◆ SOURCE DATA:
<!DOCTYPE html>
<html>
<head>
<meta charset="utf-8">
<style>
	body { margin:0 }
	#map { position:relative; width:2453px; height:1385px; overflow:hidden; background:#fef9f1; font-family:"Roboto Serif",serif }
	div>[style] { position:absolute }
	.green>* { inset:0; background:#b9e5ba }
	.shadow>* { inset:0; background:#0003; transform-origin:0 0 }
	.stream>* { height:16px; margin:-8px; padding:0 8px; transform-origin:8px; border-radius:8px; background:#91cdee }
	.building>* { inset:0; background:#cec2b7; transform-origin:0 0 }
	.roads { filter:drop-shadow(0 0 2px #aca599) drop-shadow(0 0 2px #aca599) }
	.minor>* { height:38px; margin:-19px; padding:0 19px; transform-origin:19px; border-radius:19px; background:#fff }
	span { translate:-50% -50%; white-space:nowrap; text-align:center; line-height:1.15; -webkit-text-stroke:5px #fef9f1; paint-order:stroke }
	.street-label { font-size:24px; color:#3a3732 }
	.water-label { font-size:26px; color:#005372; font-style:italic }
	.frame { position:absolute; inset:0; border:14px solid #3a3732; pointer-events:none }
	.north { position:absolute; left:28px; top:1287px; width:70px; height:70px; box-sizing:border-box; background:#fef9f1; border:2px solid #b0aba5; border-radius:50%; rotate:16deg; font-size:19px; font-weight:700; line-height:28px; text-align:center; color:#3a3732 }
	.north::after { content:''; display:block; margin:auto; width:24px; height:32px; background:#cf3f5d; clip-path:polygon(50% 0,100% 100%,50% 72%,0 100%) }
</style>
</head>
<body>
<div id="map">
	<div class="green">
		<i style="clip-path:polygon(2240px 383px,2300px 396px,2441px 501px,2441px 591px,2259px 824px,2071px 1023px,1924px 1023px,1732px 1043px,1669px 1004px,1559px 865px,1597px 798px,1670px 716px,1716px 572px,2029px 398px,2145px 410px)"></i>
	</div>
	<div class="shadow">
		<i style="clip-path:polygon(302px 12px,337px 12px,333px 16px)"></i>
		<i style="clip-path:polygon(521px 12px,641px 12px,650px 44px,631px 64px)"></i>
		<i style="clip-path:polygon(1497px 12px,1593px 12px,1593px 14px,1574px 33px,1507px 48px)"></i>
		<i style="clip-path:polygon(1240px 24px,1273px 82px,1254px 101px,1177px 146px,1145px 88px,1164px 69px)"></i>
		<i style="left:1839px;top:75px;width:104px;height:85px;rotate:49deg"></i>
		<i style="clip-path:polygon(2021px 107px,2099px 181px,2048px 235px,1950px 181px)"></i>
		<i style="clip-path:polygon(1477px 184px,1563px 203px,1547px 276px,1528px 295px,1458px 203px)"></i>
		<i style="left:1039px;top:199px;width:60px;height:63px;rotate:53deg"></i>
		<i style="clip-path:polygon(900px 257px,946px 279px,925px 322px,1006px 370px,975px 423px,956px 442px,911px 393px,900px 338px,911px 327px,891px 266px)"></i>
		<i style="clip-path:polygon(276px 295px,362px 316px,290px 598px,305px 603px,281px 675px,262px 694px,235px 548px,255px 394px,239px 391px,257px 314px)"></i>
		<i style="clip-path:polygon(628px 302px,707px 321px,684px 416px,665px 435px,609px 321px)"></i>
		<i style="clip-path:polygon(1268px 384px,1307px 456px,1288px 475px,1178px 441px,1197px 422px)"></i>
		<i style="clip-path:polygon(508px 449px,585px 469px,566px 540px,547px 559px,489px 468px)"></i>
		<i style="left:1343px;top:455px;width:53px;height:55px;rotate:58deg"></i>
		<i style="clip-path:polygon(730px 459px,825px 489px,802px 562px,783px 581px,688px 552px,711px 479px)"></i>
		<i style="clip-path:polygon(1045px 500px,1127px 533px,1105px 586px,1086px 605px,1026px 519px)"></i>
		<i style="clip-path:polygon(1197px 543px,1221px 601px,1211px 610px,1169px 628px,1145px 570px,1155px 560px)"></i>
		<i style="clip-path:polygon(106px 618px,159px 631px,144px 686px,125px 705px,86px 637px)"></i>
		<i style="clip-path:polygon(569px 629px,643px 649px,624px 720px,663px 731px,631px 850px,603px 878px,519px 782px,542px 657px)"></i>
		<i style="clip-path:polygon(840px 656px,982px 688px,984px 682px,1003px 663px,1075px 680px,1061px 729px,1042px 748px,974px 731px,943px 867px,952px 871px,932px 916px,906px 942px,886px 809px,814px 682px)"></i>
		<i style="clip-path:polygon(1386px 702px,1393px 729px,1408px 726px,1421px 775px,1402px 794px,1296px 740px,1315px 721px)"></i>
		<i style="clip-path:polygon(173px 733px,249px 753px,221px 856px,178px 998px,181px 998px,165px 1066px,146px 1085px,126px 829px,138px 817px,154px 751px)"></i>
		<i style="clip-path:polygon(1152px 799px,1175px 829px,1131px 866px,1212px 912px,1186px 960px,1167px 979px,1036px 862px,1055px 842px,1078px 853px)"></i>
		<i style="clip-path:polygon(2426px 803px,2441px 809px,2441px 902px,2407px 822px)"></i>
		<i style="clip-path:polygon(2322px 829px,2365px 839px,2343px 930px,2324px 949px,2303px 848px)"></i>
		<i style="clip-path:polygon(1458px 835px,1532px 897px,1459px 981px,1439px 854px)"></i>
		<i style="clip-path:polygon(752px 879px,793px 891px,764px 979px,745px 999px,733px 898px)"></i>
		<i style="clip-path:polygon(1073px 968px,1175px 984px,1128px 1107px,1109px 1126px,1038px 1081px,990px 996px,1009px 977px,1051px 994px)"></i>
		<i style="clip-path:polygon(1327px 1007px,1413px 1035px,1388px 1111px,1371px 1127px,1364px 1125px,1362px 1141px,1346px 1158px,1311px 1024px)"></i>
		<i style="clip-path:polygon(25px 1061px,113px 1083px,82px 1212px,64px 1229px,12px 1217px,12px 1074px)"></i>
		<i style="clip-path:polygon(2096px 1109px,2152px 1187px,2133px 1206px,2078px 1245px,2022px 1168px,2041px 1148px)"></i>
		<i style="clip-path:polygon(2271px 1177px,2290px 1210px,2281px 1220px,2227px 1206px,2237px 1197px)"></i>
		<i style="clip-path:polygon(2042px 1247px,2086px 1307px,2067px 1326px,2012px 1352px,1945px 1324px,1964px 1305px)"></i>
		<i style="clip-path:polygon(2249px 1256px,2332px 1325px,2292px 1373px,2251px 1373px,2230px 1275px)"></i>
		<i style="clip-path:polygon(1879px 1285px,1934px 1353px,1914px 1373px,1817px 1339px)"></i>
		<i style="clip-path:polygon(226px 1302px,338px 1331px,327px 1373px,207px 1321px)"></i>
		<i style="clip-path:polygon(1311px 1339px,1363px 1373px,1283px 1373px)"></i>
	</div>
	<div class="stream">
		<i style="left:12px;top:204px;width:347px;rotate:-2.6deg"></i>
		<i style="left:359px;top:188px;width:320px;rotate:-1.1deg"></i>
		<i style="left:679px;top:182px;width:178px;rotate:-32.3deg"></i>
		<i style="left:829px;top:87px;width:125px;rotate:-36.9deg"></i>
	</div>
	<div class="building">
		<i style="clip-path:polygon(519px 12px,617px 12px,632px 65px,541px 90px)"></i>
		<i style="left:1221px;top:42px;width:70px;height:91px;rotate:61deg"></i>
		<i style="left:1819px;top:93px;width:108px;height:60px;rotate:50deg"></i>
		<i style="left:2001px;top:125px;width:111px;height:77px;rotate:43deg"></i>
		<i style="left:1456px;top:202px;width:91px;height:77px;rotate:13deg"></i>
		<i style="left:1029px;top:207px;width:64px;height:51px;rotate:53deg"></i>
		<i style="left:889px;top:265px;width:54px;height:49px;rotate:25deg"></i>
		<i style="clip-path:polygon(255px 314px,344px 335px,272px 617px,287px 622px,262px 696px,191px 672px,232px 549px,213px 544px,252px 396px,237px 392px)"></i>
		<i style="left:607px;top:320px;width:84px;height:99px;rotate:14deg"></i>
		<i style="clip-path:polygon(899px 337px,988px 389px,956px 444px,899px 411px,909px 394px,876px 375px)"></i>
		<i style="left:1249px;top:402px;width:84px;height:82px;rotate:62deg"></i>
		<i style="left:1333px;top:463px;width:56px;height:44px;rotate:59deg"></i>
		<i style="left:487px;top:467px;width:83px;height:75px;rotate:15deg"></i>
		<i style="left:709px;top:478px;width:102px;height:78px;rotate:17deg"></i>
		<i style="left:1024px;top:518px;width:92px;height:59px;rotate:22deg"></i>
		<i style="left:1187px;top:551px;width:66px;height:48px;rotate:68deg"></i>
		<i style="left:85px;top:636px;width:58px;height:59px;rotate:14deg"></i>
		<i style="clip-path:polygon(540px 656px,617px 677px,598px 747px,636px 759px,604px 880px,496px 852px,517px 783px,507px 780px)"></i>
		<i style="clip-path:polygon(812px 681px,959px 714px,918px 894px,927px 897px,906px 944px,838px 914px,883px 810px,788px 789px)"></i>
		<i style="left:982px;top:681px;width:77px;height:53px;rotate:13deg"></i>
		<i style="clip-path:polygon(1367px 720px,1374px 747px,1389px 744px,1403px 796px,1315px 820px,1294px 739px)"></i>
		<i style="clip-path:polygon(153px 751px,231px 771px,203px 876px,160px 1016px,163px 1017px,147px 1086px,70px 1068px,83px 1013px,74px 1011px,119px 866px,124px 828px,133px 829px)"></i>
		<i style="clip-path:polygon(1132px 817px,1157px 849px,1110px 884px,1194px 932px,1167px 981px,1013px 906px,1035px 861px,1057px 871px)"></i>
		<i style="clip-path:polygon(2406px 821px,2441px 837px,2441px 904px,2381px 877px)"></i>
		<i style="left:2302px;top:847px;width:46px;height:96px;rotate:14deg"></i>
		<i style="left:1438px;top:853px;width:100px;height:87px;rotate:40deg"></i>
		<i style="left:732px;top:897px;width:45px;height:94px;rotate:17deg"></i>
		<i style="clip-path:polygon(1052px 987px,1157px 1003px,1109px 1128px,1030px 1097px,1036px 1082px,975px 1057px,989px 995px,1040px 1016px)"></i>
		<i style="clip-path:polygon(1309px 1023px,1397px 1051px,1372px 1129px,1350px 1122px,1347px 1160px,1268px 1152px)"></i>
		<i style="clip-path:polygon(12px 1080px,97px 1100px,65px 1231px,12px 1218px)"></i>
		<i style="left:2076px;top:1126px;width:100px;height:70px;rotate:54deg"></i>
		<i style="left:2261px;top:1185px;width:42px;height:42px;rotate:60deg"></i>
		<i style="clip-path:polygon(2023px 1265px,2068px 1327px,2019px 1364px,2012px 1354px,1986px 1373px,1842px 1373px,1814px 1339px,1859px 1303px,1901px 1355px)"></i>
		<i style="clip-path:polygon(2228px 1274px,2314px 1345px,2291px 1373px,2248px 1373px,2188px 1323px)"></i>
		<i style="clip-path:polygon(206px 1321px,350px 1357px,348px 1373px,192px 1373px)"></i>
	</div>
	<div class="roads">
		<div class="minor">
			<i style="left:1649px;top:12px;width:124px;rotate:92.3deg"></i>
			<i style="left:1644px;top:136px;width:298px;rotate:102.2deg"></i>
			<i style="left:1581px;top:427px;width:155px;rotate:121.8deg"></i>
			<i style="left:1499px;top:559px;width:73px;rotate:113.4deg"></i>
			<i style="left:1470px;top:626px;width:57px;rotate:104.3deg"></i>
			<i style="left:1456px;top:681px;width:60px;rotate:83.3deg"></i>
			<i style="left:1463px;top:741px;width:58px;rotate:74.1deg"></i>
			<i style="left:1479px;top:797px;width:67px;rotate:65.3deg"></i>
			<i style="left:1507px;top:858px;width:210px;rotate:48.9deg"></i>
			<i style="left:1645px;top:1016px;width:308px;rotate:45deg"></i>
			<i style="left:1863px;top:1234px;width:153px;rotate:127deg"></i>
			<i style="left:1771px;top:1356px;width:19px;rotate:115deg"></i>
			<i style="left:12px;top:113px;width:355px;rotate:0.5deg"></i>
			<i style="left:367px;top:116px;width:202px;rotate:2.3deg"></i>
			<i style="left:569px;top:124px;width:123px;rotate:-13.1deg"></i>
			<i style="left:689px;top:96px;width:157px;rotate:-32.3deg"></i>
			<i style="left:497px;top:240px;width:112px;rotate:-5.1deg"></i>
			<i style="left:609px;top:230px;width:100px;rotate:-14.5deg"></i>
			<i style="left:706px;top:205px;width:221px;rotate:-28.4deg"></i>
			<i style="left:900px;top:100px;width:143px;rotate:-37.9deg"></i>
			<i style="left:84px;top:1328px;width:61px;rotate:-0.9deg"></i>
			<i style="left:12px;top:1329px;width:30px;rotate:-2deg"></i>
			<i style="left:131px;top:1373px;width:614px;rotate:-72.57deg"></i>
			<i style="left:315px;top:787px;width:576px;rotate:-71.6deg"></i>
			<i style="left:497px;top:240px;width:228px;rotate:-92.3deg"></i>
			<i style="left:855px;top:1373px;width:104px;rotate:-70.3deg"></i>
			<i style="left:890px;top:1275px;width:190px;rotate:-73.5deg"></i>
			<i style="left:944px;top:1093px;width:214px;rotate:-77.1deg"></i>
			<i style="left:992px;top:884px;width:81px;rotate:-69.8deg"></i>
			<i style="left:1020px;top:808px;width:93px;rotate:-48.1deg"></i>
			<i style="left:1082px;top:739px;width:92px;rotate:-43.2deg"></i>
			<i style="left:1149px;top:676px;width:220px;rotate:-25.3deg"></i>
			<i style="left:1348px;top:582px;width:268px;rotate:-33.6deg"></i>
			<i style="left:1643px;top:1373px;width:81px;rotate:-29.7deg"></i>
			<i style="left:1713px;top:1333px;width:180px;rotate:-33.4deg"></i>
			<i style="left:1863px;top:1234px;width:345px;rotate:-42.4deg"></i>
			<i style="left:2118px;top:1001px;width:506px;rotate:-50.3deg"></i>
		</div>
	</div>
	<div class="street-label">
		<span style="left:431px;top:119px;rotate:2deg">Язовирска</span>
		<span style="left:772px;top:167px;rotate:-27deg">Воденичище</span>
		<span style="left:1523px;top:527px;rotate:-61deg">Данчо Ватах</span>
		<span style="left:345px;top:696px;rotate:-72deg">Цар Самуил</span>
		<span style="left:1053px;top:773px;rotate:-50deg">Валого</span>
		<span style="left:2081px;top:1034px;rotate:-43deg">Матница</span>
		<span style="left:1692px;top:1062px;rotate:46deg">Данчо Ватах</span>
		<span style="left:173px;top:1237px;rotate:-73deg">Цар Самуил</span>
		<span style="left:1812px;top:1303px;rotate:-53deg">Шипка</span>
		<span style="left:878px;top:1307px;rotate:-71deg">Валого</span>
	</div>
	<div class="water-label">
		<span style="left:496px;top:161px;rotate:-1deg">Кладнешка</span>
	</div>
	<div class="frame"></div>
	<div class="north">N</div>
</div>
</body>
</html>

◆ WHAT YOU ARE ASKED TO DO: Copy down each line in the entries that has the word "stream".

◆ EXERCISE RESPONSE:
	.stream>* { height:16px; margin:-8px; padding:0 8px; transform-origin:8px; border-radius:8px; background:#91cdee }
	<div class="stream">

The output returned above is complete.